Management Toolkit
Story: CIOs last three years in their posts
CIO's - a light at the end of the tunnel
"80 per cent of budget, to keep legacy systems alive"…Seems like a bit of a waste to me. I understand that these things are cash cows, but all anyone does by updating or re-shaping their legacy system is to simply create another one. Another legacy Elephant that will sit under the table until the next year, when the need for further enterprise agility will once again demand a 'not-so-agile' 6-12 month re-engineering project.
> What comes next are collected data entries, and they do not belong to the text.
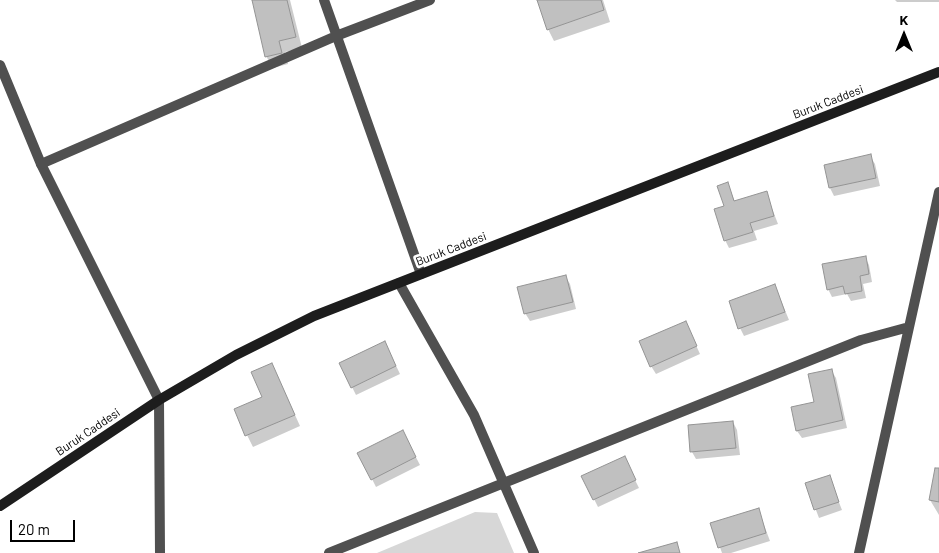 <!DOCTYPE html>
<style>
body{margin:0}
#map{position:relative;width:939px;height:553px;overflow:hidden;background:#fff;font-family:Barlow,sans-serif}
canvas{display:block}
.north{position:absolute;left:879px;top:10px;width:50px;height:50px;-webkit-text-stroke:4px #fff;paint-order:stroke;rotate:0deg;font-size:14px;font-weight:700;line-height:20px;text-align:center;color:#000}
.north::after{content:'';display:block;margin:auto;width:18px;height:22px;background:#000;clip-path:polygon(50% 0,100% 100%,50% 72%,0 100%)}
.scale{position:absolute;left:10px;top:520px;width:65px;height:22px;box-sizing:border-box;border:2px solid #000;border-top:0;padding-left:6px;font-size:15px;line-height:18px;white-space:nowrap;color:#000;-webkit-text-stroke:4px #fff;paint-order:stroke}
</style>
<div id="map">
<canvas width="939" height="553"></canvas>
<div class="north">K</div>
<div class="scale">20 m</div>
</div>
<script>
const g = document.querySelector('canvas').getContext('2d');
g.lineJoin = 'round';
function paint(path, color) { g.fillStyle = color; g.fill(path, 'evenodd'); }
const shape = rows => new Path2D(rows.map(r => 'M' + r).join(''));
function stroke(path, color, width, dash) { g.strokeStyle = color; g.lineWidth = width; g.lineCap = dash ? 'butt' : 'round'; g.setLineDash(dash || []); g.stroke(path); }
function write(font, color, halo, rows, align = 'center') {
  g.font = font + ' Barlow,sans-serif'; g.lineWidth = 5; g.setLineDash([]); g.textBaseline = 'middle'; g.strokeStyle = halo; g.fillStyle = color; for (const [text, x, y, turn = 0] of rows) {
    g.save(); g.translate(x, y); g.rotate((+turn || 0) * Math.PI / 180); g.textAlign = isNaN(turn) ? turn : align; if (halo) g.strokeText(text, 0, 0); g.fillText(text, 0, 0); g.restore();
  }
}
paint(shape([
 [475,512,497,513,514,553,377,553]
]), '#d7d7d7');
paint(shape([
 [253,0,290,0,302,48,285,52,288,64,273,68,266,56],
 [538,0,603,0,610,22,554,41,548,29],
 [895,0,939,0,939,2,897,2],
 [870,156,875,164,880,186,834,196,830,188,825,166],
 [728,184,735,202,766,193,778,224,754,231,757,240,729,248,725,240],
 [865,257,869,265,872,282,863,284,866,298,851,301,847,294,832,297,828,289],
 [565,276,570,284,576,309,530,321,525,313],
 [775,286,789,320,744,336,740,328],
 [689,330,700,354,656,374,651,366],
 [389,351,400,374,356,395,352,387],
 [272,364,300,426,253,447,247,435,263,397],
 [831,370,836,378,847,428,802,438,797,431,816,403],
 [733,422,737,430,740,455,696,459,692,452],
 [407,440,420,465,376,487,372,479],
 [628,466,639,488,598,507,583,477],
 [939,470,939,515,930,500],
 [829,477,842,510,819,518,806,484],
 [758,509,770,541,731,553,722,553,712,524]
]), '#0003');
const building = shape([
 [252,0,287,0,296,37,279,41,282,53,265,57,252,0],
 [537,0,601,0,604,10,547,30,537,0],
 [871,154,876,178,829,188,824,165,871,154],
 [728,182,734,201,767,191,774,216,750,223,753,232,724,241,714,209,724,206,717,186,728,182],
 [866,256,869,274,860,276,862,291,845,294,843,286,827,290,822,264,866,256],
 [566,275,573,302,524,314,517,287,566,275],
 [775,284,785,312,738,329,729,301,775,284],
 [686,321,697,346,650,367,639,341,686,321],
 [385,341,396,366,351,388,339,363,385,341],
 [272,363,295,415,245,436,234,409,262,397,251,372,272,363],
 [832,369,843,420,796,431,791,407,814,402,808,374,832,369],
 [733,421,736,448,690,452,688,425,733,421],
 [403,430,416,457,371,480,357,453,403,430],
 [625,456,636,480,593,500,581,476,625,456],
 [935,468,939,468,939,502,929,500,935,468],
 [830,475,839,502,814,510,805,483,830,475],
 [759,508,766,533,718,548,710,523,759,508],
 [677,542,680,553,638,553,677,542]
]);
paint(building, '#c0c0c0');
stroke(building, '#949494', 1);
stroke(shape([
 [0,65,41,164,159,400]
]), '#505050', 10);
stroke(shape([
 [324,0,421,274],
 [41,164,336,36,430,0],
 [399,283,474,415,534,553],
 [159,400,160,553],
 [329,553,861,340,909,327],
 [859,553,939,192]
]), '#505050', 10);
stroke(shape([
 [0,506,159,400,236,355,314,316,939,72]
]), '#1d1d1d', 10);
write('12px', '#000', '#fff', [
 ["Buruk Caddesi",828,102,-21],
 ["Buruk Caddesi",451,249,-21],
 ["Buruk Caddesi",88,432,-34]
]);
</script>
Clearly legacy is still a huge problem, regardless of the fact that people don't talk about it as much as they used to…or have learned how to hide it underneath some form of SOA implementation.
It frustrates me that many companies see this problem but refuse to believe there is a feasible solution. I wish the IT industry would stop thinking that legacy migration is costly, time consuming and unreliable. This is not the case anymore. For example, I work for Erudine, a company that uses a Behaviour Engine (not a rules engine mind!) to recreate the behaviour legacy systems in a short time scale and at an affordable rate. We've done it, it works, and it doesn't just create further legacy for another day. If the industry becomes more open minded about solutions to this issue then maybe we could help reduce one of the biggest pain points for CIOs - surely that would encourage them to stick around a bit longer!